Problem: Please set down every entry below exactly as given.
Start of Data
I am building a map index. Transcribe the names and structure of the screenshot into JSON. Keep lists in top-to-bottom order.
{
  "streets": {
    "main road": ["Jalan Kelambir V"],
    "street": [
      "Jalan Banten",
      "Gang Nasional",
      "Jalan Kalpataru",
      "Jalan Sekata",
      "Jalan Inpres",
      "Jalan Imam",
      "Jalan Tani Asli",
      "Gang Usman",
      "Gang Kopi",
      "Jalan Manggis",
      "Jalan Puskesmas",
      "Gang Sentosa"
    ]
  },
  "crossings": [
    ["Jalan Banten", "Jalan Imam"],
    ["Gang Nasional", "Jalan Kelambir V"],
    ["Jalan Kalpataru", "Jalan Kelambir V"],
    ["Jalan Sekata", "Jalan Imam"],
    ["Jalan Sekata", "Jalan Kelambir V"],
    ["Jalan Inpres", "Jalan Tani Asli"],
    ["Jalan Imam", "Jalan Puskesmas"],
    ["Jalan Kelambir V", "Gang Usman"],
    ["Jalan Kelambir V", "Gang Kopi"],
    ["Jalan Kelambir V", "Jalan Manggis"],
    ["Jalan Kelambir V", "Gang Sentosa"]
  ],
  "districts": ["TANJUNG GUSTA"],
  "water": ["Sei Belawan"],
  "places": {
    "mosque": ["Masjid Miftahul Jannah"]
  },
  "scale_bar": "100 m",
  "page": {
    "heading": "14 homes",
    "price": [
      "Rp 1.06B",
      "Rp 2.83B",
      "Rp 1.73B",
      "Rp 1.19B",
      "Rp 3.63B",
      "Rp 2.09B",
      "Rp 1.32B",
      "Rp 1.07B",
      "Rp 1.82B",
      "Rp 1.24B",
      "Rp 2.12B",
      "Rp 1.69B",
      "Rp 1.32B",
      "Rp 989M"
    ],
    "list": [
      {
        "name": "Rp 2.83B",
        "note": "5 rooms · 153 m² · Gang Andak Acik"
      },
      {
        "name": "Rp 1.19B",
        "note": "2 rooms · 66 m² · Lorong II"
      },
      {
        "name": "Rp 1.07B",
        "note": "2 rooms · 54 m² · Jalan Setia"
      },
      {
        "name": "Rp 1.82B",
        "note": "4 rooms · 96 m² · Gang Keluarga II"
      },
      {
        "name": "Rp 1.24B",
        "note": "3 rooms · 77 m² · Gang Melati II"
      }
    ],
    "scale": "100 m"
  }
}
End of Data
Written solution:
I am building a map index. Transcribe the names and structure of the screenshot into JSON. Keep lists in top-to-bottom order.
{
  "streets": {
    "main road": ["Jalan Kelambir V"],
    "street": [
      "Jalan Banten",
      "Gang Nasional",
      "Jalan Kalpataru",
      "Jalan Sekata",
      "Jalan Inpres",
      "Jalan Imam",
      "Jalan Tani Asli",
      "Gang Usman",
      "Gang Kopi",
      "Jalan Manggis",
      "Jalan Puskesmas",
      "Gang Sentosa"
    ]
  },
  "crossings": [
    ["Jalan Banten", "Jalan Imam"],
    ["Gang Nasional", "Jalan Kelambir V"],
    ["Jalan Kalpataru", "Jalan Kelambir V"],
    ["Jalan Sekata", "Jalan Imam"],
    ["Jalan Sekata", "Jalan Kelambir V"],
    ["Jalan Inpres", "Jalan Tani Asli"],
    ["Jalan Imam", "Jalan Puskesmas"],
    ["Jalan Kelambir V", "Gang Usman"],
    ["Jalan Kelambir V", "Gang Kopi"],
    ["Jalan Kelambir V", "Jalan Manggis"],
    ["Jalan Kelambir V", "Gang Sentosa"]
  ],
  "districts": ["TANJUNG GUSTA"],
  "water": ["Sei Belawan"],
  "places": {
    "mosque": ["Masjid Miftahul Jannah"]
  },
  "scale_bar": "100 m",
  "page": {
    "heading": "14 homes",
    "price": [
      "Rp 1.06B",
      "Rp 2.83B",
      "Rp 1.73B",
      "Rp 1.19B",
      "Rp 3.63B",
      "Rp 2.09B",
      "Rp 1.32B",
      "Rp 1.07B",
      "Rp 1.82B",
      "Rp 1.24B",
      "Rp 2.12B",
      "Rp 1.69B",
      "Rp 1.32B",
      "Rp 989M"
    ],
    "list": [
      {
        "name": "Rp 2.83B",
        "note": "5 rooms · 153 m² · Gang Andak Acik"
      },
      {
        "name": "Rp 1.19B",
        "note": "2 rooms · 66 m² · Lorong II"
      },
      {
        "name": "Rp 1.07B",
        "note": "2 rooms · 54 m² · Jalan Setia"
      },
      {
        "name": "Rp 1.82B",
        "note": "4 rooms · 96 m² · Gang Keluarga II"
      },
      {
        "name": "Rp 1.24B",
        "note": "3 rooms · 77 m² · Gang Melati II"
      }
    ],
    "scale": "100 m"
  }
}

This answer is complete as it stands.